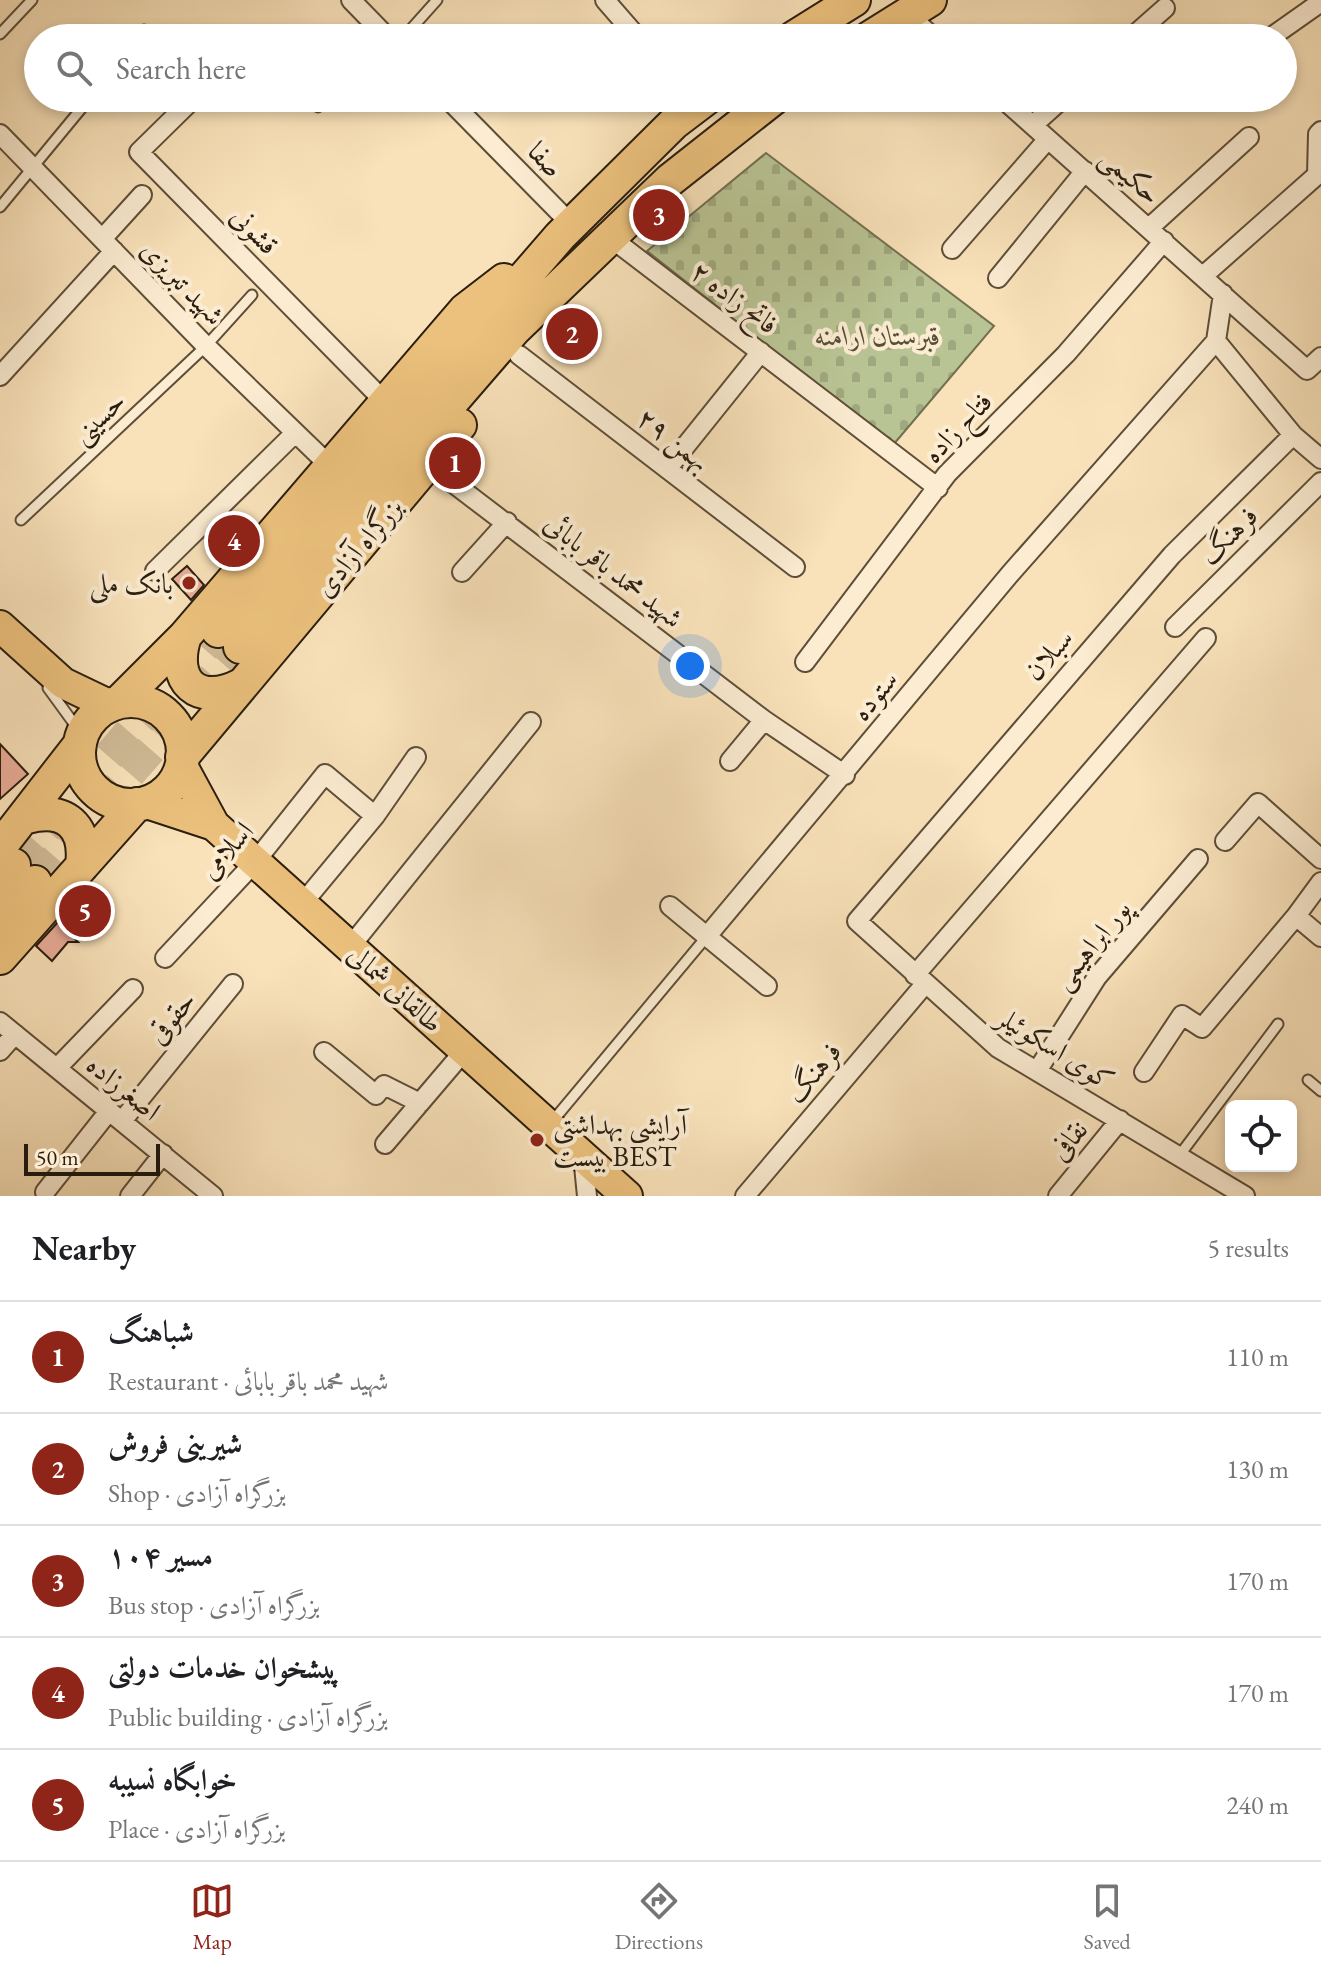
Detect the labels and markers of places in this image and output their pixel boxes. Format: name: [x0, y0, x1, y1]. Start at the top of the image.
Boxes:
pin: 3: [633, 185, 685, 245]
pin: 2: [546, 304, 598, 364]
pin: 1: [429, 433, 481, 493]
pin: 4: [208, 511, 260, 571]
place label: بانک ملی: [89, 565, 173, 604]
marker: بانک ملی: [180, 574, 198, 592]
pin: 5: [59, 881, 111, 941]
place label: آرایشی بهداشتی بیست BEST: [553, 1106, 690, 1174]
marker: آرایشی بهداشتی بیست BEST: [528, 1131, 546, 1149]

● ● ●

Your job is to copy every entry exactly. Omit the pictures.

COMPLETED EXERCISE
Detect the labels and markers of places in this image and output their pixel boxes. Format: name: [x0, y0, x1, y1]. Start at the top of the image.
Boxes:
pin: 3: [633, 185, 685, 245]
pin: 2: [546, 304, 598, 364]
pin: 1: [429, 433, 481, 493]
pin: 4: [208, 511, 260, 571]
place label: بانک ملی: [89, 565, 173, 604]
marker: بانک ملی: [180, 574, 198, 592]
pin: 5: [59, 881, 111, 941]
place label: آرایشی بهداشتی بیست BEST: [553, 1106, 690, 1174]
marker: آرایشی بهداشتی بیست BEST: [528, 1131, 546, 1149]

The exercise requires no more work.